Source material |
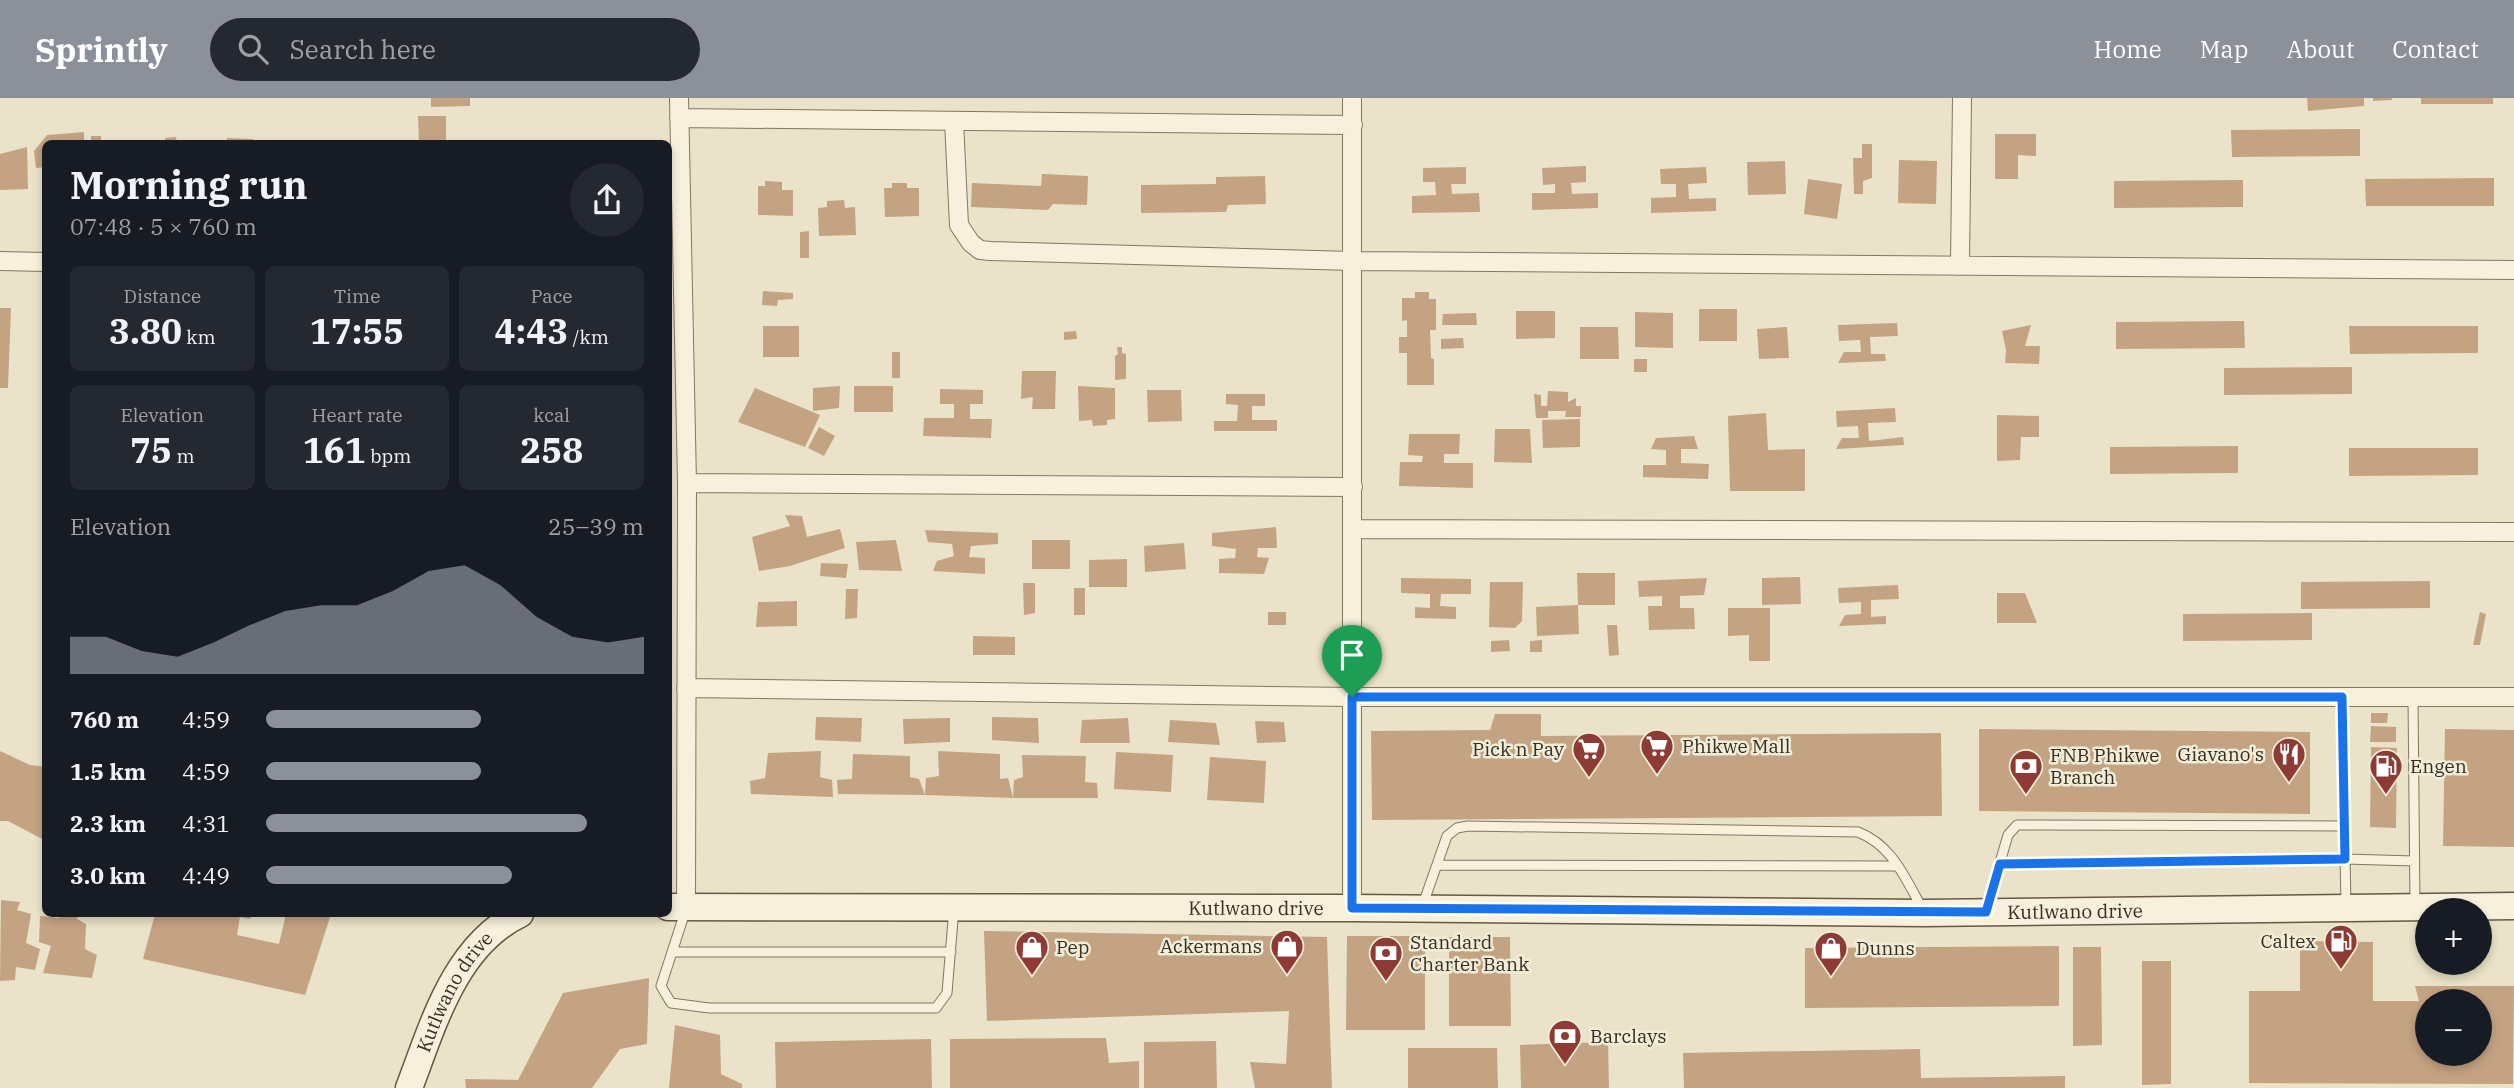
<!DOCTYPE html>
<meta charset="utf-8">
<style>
:root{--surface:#171b24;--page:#242831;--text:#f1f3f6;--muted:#9ea1a6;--accent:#8c9099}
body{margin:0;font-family:"IBM Plex Serif",serif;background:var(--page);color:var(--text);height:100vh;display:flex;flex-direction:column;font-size:26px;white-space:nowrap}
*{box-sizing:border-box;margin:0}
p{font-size:23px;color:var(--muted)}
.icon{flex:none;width:38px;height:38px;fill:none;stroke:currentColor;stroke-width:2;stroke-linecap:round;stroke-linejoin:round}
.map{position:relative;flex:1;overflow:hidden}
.side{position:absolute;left:42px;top:42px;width:630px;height:777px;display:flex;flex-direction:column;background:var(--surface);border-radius:10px;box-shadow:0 4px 10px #0003}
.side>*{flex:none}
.tools{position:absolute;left:2415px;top:800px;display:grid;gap:14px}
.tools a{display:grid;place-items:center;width:77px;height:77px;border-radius:50%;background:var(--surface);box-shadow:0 4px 10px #0003;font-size:35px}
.pin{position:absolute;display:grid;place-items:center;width:60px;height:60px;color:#fff;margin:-72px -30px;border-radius:50% 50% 50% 0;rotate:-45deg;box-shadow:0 0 7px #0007}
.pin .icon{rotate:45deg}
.round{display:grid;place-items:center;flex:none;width:74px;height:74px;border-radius:37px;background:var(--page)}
.headline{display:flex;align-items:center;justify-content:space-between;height:119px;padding:0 28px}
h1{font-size:38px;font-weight:700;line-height:52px}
.metrics{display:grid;grid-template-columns:repeat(3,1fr);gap:10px;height:119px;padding:7px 28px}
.metrics div{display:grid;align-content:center;border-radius:10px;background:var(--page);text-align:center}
.metrics b{font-size:35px;font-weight:700}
.metrics small{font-size:19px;font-weight:400}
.metrics p{font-size:19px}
.chart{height:196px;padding:14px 28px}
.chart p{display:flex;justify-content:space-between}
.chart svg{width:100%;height:126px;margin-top:7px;fill:var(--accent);opacity:.7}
ul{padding:0 28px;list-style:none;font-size:23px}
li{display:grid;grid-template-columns:112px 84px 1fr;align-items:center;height:52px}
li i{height:18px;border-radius:9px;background:var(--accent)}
header{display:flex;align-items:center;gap:42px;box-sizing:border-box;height:98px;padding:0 35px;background:var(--accent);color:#fff}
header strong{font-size:33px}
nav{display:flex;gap:38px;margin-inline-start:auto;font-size:24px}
.search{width:490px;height:63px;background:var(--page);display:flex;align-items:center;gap:18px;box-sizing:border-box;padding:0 24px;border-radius:38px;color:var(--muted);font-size:26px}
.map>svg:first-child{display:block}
</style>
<header>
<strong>Sprintly</strong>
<div class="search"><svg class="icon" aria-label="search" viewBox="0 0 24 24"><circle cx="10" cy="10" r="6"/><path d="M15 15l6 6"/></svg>Search here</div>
<nav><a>Home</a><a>Map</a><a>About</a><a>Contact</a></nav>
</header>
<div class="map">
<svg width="2514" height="990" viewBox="0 0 2514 990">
<rect width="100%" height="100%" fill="#eae3c9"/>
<path fill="#c4a383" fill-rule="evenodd" d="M431 0H470V8L431 9Z
M2307 0H2364V8L2308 13Z
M2373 0H2392V2L2373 3Z
M2421 0H2493V6H2421Z
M418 18H446V46H419Z
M2360 31V58L2232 59 2231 32Z
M84 34V46H46V69L36 70 34 53 47 37Z
M1995 36H2036V58L2018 57V81H1995Z
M91 38H101V46H91Z
M176 39 177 46H165V40Z
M227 40 253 41V46H227Z
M1862 46H1872V80L1863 83V96H1854L1853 60H1862Z
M27 49 28 91 0 92V56Z
M1899 62 1937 63 1936 106 1898 105Z
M1785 63 1786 96 1748 97 1747 64Z
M1586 68V84L1571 85 1572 96 1598 95V110L1532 112V95H1555V86L1543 87 1542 70Z
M1466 69V86H1451L1452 96 1479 95 1480 114 1412 115V98L1436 97 1435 84H1423V70Z
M1706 69 1707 85 1688 86 1689 101 1716 100V113L1651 115V100L1676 99V86H1661L1660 71Z
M1042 76 1088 78 1087 107 1053 106 1048 112 971 109 972 85 1041 88Z
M1265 78 1266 106 1228 107 1226 114 1141 115V87L1216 86V79Z
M2494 80V108H2366L2365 81Z
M1808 81 1842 86 1837 121 1804 116Z
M2243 82V109L2114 110V83Z
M765 83 782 84V92H793V118L758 117V88H765Z
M892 85H907V90H919V118L885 119 884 90H892Z
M844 102 845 110 855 109 856 137 819 138 818 110 827 109V103Z
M809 133V160H800V134Z
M763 193 793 195V201L778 202 777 208 762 207Z
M1415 194H1429V201H1436V232H1430L1431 260 1434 261V287H1407V255H1399V239H1407V222L1402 223V200H1415Z
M0 210H11L8 290H0Z
M1699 211H1737V243H1699Z
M1516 213H1555V240L1516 241Z
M1635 214 1673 215V250L1635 249Z
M1476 215 1477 227H1442L1443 216Z
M2244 223 2245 250 2116 251V224Z
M1897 225 1898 238 1870 239 1871 256H1885L1886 263 1838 265 1844 254H1861L1860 242 1839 243 1838 227Z
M2031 227 2025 248H2040L2039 266 2005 265 2006 252 2002 233Z
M763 228H799V259H763Z
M2349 228H2478V255L2350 256Z
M1580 229H1618L1619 261H1580Z
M1787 229 1789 260 1759 261 1757 231Z
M1076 233 1077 241 1064 242V234Z
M1463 240 1464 250 1441 251V241Z
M1117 249H1122V255L1126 256V281L1115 282V258L1118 256Z
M892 254H900V280H892Z
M1634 261H1647V274H1634Z
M2352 269V296L2224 297V270Z
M1022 273H1056L1055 311H1032L1033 299 1021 301Z
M840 288 839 310 813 313V290Z
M854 288H893V314H854Z
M1078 288 1115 290V321L1107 322V327L1093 328 1092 322 1079 323Z
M755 290 820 317 805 349 738 324Z
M940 291 983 292V306H970V321H992L991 340 923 338 924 320H954V306H940Z
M1147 292H1181L1182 323 1148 324Z
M1548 293 1568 294V304L1576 300V308H1581V319H1565L1566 313H1548V320H1536L1534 296 1541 297V308H1547Z
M1226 296H1265V308H1252V322H1277V333H1214V323H1237L1238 307 1226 306Z
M1895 310 1896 324 1868 325 1869 343 1903 339 1904 347 1836 351 1842 340H1859L1858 328 1837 329 1836 313Z
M1766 315 1768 352 1805 351V393H1730L1728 318Z
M1997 317 2039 318V339H2021L2020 362 1997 363Z
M1580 321V349L1543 350 1542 322Z
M819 329 835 338 824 358 808 350Z
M1495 331H1530L1532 365 1494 364Z
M1409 336H1460L1459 356H1444V365H1473V390L1399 388 1400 364H1422L1423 358 1408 357Z
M1694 338 1698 351H1681V365L1709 366 1708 381 1643 379V367H1666V352L1651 351 1656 340Z
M2238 348V375L2110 376V349Z
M2349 350H2478V377L2349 378Z
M785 417 802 418 807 439 840 431 845 450 790 468 759 473 752 439 790 428Z
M1276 429 1277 450H1258L1257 459 1269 460 1264 476 1219 475V461L1235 460 1236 451 1212 448V435Z
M925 432 998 435V446L971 448 969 459 985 460V476L933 473 937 463 954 458 952 446 928 444Z
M896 442 902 473 859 472 856 444Z
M1032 442H1070V471H1032Z
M1184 445 1186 471 1145 474 1144 448Z
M1127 461V489H1089V462Z
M821 465 848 466 846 480 820 478Z
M1577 475H1615V507H1578Z
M1800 479 1801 506 1762 507V480Z
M1401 480 1471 481V496H1441L1440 508 1456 509V521L1415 520V509L1430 510V496L1401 495Z
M1707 480 1704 497 1680 498V510H1694L1695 531 1649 532 1648 508H1662V498L1639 499 1638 483Z
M2430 483V510L2301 511V484Z
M1490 484H1523L1522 523 1515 530 1489 529Z
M1023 485H1035V515L1024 517Z
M1898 487 1899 501 1871 502V519L1886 518V526L1839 528 1845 517 1861 516V504L1839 505 1838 490Z
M1074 490H1085V517H1074Z
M846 491H858L857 520 845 521Z
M1997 495H2025L2037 525H1997Z
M797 503V528L756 529 758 504Z
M1578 507 1579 536 1537 538 1536 509Z
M1728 510H1770V563H1749V537L1728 538Z
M1268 514H1286V527H1268Z
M2480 514 2486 516 2480 547H2473Z
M2312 515V542L2183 543V516Z
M1607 527H1617L1619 557 1609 558Z
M973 538 1015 539V557H973Z
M1509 542 1510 553 1491 554V543Z
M1542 542V554H1530V543Z
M2371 615H2388L2387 625H2371Z
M1495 616H1541V638L1941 635 1942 718 1372 722 1371 633 1490 632Z
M816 619 862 620 861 644 815 642Z
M992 619 1038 620 1039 645 992 642Z
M950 620V644L904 646 903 621Z
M1128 620 1130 645H1080L1082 622Z
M1170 622 1216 625 1220 647 1168 644Z
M1255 623 1284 624 1286 644 1257 645Z
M2371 628 2396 629V644H2370Z
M1979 631 2310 634V716L1979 713Z
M2445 631 2514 632V749L2443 748Z
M2371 649 2397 650 2396 730 2370 729Z
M0 653 30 667 46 669V743L8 723H0Z
M821 653 820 679 832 682 833 699 751 696 750 683 765 680 768 655Z
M938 653 1000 656V681L1008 680 1013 700 925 697 926 680 939 678Z
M1116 654 1173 657 1171 694 1114 691Z
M853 656 910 658V679L919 681 925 697 838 696 837 682 852 681Z
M1022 657 1086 658 1085 684 1097 685 1098 700H1013L1014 682 1023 679Z
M1210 659 1266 663 1264 705 1207 702Z
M1 802 20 804 17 812 31 816 26 845 40 851 35 872 16 869 15 882 0 883Z
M59 816H78L77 821 86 826 85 851 97 857 92 880 43 875 51 848 39 844 40 818 59 820Z
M155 816H252L250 821 240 819 237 837 279 846 286 816H331L305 897 143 861Z
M984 833 1327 839 1332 990H1255L1250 964 1286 966 1289 913 987 923Z
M1347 838H1425V932H1346Z
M1449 839H1510L1511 928H1449Z
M2300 843 2373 844V903H2419L2415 888H2514L2513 986 2249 985V893H2300ZM2427 903H2480V956H2427Z
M2059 848V908L1805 910V850Z
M2073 849H2101L2102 947 2073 948Z
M2142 863H2171V986L2142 987Z
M649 880 647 946 620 951 592 990H466L465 981 518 982 563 895Z
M675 927 720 937 721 976 742 986V990H669Z
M1106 940 1109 965 1139 963V990H950V941Z
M931 941 932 990H776L775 944Z
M1216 943 1217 990H1144V944Z
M1608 944 1609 990H1521L1520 947Z
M1408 950H1497L1498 990H1408Z
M1920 951 1921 980 2065 978V990H1684L1683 955Z"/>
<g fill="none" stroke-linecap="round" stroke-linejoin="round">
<defs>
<path id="lane" d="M2342 599 2346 808
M2413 599 2415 807
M2000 766 2345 761 2414 763
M1437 767 1898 768
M1422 809 1447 738 1457 730 1468 728 1858 734C1892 747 1905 780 1922 810
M686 811 661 888 671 905 709 910H936L947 895 954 810
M1986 812 2008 737 2017 727 2344 728
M672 854H951"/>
<path id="street" d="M679 0 687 385 686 809
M679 20 1353 27
M954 23 959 127 971 145 980 152 990 153 1353 163 2514 172
M0 163 46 164
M1960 168 1962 0
M687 385 1353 389
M1352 431 2514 434
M686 590 1352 599H2514
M1352 810V0"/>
<g id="secondary">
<path id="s1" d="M668 809 1352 810 1924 815 2514 808"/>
<path id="s2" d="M409 990C433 927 455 847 520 816"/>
</g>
</defs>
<use href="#lane" stroke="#857660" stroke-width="11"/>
<use href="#street" stroke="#857660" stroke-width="20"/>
<use href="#secondary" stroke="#675743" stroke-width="29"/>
<use href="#lane" stroke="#f6f0dc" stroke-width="9"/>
<use href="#street" stroke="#f6f0dc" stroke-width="18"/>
<use href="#secondary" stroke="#f6f0dc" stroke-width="26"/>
</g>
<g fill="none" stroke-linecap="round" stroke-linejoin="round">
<defs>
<path id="route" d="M1352 599H2342L2345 761 2000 766 1986 814 1352 810Z"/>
</defs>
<use href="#route" stroke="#fff" stroke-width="14"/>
<use href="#route" stroke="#1a73e8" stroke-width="9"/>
</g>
<defs>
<symbol id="supermarket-pin" viewBox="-11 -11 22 30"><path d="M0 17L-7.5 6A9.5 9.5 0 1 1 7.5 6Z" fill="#8e3b36" stroke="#f2edd8"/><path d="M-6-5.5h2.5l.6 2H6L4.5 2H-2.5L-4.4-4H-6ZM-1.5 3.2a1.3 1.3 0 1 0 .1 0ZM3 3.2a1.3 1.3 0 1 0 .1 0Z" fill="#fff"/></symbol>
<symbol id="restaurant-pin" viewBox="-11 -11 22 30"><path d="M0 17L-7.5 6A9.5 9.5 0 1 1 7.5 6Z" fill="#8e3b36" stroke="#f2edd8"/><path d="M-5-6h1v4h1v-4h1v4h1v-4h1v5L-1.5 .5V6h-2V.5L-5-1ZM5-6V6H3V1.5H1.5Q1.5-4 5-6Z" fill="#fff"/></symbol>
<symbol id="bank-pin" viewBox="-11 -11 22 30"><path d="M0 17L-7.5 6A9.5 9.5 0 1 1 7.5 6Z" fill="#8e3b36" stroke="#f2edd8"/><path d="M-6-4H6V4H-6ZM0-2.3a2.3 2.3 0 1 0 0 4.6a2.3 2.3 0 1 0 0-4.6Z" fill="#fff"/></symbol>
<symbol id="fuel-pin" viewBox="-11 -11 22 30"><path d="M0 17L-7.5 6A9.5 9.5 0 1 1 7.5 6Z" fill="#8e3b36" stroke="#f2edd8"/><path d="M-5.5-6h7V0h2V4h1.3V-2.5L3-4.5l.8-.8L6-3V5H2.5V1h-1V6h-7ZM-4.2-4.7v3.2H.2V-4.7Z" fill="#fff"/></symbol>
<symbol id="shop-pin" viewBox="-11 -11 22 30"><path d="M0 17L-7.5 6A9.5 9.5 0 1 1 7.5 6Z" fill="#8e3b36" stroke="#f2edd8"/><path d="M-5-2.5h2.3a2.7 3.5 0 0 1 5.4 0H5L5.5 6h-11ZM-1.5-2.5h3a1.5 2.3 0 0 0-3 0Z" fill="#fff"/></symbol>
</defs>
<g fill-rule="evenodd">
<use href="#supermarket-pin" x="1638" y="629" width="38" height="52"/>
<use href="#supermarket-pin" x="1570" y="632" width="38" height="52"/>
<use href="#restaurant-pin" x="2270" y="637" width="38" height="52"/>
<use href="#bank-pin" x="2007" y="649" width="38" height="52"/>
<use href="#fuel-pin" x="2367" y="649" width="38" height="52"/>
<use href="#fuel-pin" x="2322" y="824" width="38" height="52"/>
<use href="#shop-pin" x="1268" y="829" width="38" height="52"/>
<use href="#shop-pin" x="1013" y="830" width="38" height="52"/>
<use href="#shop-pin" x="1812" y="831" width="38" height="52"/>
<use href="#bank-pin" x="1367" y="836" width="38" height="52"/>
<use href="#bank-pin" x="1546" y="919" width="38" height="52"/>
</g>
<g text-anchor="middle" stroke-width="5" stroke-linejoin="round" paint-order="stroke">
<g font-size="19" fill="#372d22" stroke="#f2edd8" text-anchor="start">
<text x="1682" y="655">Phikwe Mall</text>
<text x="1564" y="658" text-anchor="end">Pick n Pay</text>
<text x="2264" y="663" text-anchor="end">Giavano's</text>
<text x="2050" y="664">FNB Phikwe<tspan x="2050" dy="22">Branch</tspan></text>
<text x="2410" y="675">Engen</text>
<text x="2316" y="850" text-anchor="end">Caltex</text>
<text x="1410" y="851">Standard<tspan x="1410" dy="22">Charter Bank</tspan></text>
<text x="1262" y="855" text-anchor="end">Ackermans</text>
<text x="1056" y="856">Pep</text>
<text x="1856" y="857">Dunns</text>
<text x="1590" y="945">Barclays</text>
</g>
<g font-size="19" fill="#372d22" stroke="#f2edd8">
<text dy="7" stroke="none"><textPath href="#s1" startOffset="588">Kutlwano drive</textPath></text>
<text dy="7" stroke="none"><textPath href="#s1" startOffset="1407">Kutlwano drive</textPath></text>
<text dy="7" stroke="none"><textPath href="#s2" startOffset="107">Kutlwano drive</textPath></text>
</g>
</g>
</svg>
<div class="tools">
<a>+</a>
<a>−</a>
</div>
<div class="pin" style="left:1352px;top:599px;background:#1e9e55"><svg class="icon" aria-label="arrive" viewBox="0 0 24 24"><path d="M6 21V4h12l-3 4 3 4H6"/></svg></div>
<section class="side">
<div class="headline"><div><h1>Morning run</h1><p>07:48 · 5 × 760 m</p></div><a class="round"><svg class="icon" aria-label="share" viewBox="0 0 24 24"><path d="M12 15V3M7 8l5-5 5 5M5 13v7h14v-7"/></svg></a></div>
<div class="metrics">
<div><p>Distance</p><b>3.80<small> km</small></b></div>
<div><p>Time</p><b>17:55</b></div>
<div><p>Pace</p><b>4:43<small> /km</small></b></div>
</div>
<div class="metrics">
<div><p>Elevation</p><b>75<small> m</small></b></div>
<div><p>Heart rate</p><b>161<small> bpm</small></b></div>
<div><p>kcal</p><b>258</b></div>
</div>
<div class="chart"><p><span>Elevation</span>25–39 m</p>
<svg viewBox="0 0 160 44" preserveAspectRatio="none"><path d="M0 44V31L10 31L20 36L30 38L40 33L50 27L60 22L70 20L80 20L90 15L100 8L110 6L120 13L130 24L140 31L150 33L160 31V44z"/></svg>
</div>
<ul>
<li><b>760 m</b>4:59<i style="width:57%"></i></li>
<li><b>1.5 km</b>4:59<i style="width:57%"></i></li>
<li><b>2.3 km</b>4:31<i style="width:85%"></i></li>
<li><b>3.0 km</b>4:49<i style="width:65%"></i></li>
</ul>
</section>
</div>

What to produce | Copy all lines of the preceding data that hold the word "tools".

Task solution |
.tools{position:absolute;left:2415px;top:800px;display:grid;gap:14px}
.tools a{display:grid;place-items:center;width:77px;height:77px;border-radius:50%;background:var(--surface);box-shadow:0 4px 10px #0003;font-size:35px}
<div class="tools">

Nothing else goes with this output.